BEGIN Given entries
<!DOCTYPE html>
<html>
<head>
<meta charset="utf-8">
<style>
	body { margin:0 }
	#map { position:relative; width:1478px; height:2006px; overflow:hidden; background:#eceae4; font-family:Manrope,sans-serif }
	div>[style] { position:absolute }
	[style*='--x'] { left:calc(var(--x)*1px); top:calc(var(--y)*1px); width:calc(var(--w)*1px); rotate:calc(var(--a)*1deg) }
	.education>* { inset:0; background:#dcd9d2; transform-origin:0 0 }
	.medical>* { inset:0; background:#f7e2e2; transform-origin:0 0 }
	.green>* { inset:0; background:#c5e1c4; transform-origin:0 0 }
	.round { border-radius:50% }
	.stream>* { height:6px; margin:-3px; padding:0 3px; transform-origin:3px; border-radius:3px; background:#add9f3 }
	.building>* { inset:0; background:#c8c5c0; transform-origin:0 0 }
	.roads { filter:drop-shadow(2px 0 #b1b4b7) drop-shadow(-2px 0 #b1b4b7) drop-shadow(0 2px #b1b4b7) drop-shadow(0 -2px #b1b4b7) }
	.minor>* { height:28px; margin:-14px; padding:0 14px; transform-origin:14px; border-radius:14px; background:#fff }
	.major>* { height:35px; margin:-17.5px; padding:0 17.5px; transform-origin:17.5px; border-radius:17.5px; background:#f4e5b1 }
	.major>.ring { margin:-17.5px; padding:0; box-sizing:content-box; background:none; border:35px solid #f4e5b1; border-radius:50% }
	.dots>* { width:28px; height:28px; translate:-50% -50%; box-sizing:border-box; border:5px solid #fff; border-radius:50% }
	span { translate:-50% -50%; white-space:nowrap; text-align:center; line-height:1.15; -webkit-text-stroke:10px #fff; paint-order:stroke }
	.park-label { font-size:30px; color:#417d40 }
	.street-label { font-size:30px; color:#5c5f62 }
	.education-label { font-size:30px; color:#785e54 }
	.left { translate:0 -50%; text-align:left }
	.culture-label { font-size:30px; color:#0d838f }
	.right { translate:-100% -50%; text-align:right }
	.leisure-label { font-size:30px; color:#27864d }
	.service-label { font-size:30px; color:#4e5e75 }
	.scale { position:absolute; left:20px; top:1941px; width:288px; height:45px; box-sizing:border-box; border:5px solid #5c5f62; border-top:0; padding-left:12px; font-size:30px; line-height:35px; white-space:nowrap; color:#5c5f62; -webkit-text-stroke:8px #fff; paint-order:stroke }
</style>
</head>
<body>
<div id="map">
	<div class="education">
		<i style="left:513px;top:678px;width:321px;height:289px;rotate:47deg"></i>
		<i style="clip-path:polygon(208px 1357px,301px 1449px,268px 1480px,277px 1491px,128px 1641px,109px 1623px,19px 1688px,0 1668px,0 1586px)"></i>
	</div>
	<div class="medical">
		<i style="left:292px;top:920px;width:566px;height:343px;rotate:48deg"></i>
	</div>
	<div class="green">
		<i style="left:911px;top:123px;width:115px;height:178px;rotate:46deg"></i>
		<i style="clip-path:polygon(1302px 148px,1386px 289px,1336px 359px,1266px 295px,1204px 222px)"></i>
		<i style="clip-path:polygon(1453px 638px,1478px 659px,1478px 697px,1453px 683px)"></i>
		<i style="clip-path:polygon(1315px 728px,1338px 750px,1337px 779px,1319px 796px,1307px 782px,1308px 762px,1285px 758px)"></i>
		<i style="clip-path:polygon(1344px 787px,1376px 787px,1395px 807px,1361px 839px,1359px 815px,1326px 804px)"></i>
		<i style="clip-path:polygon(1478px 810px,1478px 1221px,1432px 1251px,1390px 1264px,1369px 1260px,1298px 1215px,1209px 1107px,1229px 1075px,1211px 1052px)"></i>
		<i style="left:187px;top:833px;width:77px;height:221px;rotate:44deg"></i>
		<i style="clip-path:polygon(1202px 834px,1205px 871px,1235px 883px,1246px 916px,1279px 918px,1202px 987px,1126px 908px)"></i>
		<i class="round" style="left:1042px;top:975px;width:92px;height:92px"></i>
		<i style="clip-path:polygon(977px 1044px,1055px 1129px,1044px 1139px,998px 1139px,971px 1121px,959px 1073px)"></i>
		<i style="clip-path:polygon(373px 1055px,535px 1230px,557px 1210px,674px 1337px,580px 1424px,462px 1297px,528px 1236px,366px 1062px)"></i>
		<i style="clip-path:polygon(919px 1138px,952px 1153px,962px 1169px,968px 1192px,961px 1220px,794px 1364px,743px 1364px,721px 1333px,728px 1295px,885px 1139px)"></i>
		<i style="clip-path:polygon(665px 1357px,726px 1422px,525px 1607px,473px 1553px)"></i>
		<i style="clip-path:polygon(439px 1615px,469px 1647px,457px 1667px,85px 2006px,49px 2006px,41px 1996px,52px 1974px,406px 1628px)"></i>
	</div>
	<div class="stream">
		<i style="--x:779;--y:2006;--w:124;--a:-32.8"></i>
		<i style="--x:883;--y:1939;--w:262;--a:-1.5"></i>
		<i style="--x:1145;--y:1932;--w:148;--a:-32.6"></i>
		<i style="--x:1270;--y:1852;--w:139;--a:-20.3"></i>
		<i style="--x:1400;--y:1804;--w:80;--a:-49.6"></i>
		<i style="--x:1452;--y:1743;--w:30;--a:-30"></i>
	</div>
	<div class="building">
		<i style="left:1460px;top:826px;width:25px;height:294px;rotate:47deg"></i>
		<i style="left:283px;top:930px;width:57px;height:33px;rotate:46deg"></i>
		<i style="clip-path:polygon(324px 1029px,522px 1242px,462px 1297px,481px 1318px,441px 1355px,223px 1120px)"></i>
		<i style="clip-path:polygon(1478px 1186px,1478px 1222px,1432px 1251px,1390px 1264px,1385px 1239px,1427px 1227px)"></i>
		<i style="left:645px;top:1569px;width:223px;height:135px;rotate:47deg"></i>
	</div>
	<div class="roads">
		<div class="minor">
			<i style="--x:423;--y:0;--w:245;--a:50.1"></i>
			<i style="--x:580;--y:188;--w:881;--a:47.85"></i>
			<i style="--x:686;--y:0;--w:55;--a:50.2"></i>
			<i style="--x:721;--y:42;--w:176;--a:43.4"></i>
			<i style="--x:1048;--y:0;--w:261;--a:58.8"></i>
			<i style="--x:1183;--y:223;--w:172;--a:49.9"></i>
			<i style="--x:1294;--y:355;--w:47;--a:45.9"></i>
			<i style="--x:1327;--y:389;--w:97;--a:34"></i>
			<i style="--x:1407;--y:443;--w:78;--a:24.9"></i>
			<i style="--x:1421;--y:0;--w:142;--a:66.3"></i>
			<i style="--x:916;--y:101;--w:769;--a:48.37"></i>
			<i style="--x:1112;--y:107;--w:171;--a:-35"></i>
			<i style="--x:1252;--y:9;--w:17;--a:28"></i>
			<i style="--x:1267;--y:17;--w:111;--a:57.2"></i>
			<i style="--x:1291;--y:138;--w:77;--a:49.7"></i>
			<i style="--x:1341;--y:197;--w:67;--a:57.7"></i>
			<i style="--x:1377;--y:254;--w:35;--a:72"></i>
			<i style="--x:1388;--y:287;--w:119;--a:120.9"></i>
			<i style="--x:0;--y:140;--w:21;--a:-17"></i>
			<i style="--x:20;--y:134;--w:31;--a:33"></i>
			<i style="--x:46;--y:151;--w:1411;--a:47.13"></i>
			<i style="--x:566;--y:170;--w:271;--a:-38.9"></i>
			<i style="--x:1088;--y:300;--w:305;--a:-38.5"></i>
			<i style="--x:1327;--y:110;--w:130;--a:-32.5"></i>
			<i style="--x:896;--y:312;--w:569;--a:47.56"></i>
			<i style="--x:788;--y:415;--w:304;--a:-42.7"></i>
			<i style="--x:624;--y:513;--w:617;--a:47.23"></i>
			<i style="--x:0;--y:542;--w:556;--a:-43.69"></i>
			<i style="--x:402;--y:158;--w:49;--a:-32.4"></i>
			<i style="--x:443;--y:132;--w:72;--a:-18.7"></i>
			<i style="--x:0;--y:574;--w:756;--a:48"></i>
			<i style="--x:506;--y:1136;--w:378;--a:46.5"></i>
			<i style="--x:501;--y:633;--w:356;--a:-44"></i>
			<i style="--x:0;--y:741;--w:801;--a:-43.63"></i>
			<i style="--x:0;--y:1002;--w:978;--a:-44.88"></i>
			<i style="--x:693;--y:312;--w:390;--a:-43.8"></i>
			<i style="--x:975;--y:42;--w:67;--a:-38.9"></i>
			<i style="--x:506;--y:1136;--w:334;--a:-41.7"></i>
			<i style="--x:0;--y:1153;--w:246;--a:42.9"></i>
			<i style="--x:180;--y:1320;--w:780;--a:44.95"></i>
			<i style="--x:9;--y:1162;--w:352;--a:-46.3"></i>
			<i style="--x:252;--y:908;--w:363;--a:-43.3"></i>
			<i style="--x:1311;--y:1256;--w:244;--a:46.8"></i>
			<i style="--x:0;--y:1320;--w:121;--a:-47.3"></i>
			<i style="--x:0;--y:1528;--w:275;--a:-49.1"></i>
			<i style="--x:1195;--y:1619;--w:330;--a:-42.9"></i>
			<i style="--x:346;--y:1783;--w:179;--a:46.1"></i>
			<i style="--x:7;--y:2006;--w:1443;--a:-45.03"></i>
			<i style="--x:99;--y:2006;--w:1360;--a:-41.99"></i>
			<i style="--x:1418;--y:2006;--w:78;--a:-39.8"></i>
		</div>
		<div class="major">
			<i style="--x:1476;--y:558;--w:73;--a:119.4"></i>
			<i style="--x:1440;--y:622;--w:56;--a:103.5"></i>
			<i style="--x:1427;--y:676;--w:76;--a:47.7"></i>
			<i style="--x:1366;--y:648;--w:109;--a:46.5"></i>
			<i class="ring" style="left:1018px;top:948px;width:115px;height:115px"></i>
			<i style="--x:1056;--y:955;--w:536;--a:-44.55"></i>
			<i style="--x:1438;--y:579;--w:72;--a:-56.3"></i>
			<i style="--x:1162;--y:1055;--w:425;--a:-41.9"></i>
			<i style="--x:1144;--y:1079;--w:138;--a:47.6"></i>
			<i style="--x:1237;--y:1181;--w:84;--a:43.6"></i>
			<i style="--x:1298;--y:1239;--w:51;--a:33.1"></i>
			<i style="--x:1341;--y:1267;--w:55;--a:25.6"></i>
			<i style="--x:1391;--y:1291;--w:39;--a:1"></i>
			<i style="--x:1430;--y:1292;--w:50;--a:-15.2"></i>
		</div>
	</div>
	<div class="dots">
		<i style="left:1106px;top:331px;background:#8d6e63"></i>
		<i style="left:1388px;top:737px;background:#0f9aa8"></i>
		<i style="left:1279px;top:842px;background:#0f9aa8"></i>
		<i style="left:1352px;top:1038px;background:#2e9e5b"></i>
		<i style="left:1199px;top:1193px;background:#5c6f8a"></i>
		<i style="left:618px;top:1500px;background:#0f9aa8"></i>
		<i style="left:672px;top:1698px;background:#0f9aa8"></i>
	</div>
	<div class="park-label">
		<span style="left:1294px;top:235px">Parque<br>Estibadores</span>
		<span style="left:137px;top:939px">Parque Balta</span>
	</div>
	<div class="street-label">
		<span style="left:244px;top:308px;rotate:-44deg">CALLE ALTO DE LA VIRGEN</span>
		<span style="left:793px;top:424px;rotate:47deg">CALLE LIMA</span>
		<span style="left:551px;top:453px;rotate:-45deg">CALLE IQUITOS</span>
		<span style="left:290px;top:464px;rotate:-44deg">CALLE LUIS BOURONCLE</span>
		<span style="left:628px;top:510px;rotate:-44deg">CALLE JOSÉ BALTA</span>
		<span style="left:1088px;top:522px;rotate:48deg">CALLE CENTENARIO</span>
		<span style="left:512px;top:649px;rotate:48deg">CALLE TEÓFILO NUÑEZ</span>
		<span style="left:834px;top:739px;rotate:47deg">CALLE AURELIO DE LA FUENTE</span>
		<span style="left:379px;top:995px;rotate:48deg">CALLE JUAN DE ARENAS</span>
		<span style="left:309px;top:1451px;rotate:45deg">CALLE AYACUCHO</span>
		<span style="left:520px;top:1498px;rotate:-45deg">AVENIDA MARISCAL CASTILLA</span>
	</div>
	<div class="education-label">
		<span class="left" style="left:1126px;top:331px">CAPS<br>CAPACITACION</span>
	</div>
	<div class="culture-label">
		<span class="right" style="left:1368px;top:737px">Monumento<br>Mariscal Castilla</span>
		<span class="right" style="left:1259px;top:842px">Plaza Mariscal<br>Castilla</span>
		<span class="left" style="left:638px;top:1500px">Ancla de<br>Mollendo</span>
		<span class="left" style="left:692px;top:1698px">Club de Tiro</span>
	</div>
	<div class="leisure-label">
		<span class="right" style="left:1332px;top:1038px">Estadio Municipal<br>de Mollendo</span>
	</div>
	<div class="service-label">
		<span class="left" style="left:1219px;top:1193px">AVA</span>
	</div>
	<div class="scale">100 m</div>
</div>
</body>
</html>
END Given entries
■ **What is needed**:
Return the lines exactly as they stand, please. Start at the top of the material and finish with the line where "translate:-50% -50%; white-space:nowrap;" appears.

■ **Result for this task**:
<!DOCTYPE html>
<html>
<head>
<meta charset="utf-8">
<style>
	body { margin:0 }
	#map { position:relative; width:1478px; height:2006px; overflow:hidden; background:#eceae4; font-family:Manrope,sans-serif }
	div>[style] { position:absolute }
	[style*='--x'] { left:calc(var(--x)*1px); top:calc(var(--y)*1px); width:calc(var(--w)*1px); rotate:calc(var(--a)*1deg) }
	.education>* { inset:0; background:#dcd9d2; transform-origin:0 0 }
	.medical>* { inset:0; background:#f7e2e2; transform-origin:0 0 }
	.green>* { inset:0; background:#c5e1c4; transform-origin:0 0 }
	.round { border-radius:50% }
	.stream>* { height:6px; margin:-3px; padding:0 3px; transform-origin:3px; border-radius:3px; background:#add9f3 }
	.building>* { inset:0; background:#c8c5c0; transform-origin:0 0 }
	.roads { filter:drop-shadow(2px 0 #b1b4b7) drop-shadow(-2px 0 #b1b4b7) drop-shadow(0 2px #b1b4b7) drop-shadow(0 -2px #b1b4b7) }
	.minor>* { height:28px; margin:-14px; padding:0 14px; transform-origin:14px; border-radius:14px; background:#fff }
	.major>* { height:35px; margin:-17.5px; padding:0 17.5px; transform-origin:17.5px; border-radius:17.5px; background:#f4e5b1 }
	.major>.ring { margin:-17.5px; padding:0; box-sizing:content-box; background:none; border:35px solid #f4e5b1; border-radius:50% }
	.dots>* { width:28px; height:28px; translate:-50% -50%; box-sizing:border-box; border:5px solid #fff; border-radius:50% }
	span { translate:-50% -50%; white-space:nowrap; text-align:center; line-height:1.15; -webkit-text-stroke:10px #fff; paint-order:stroke }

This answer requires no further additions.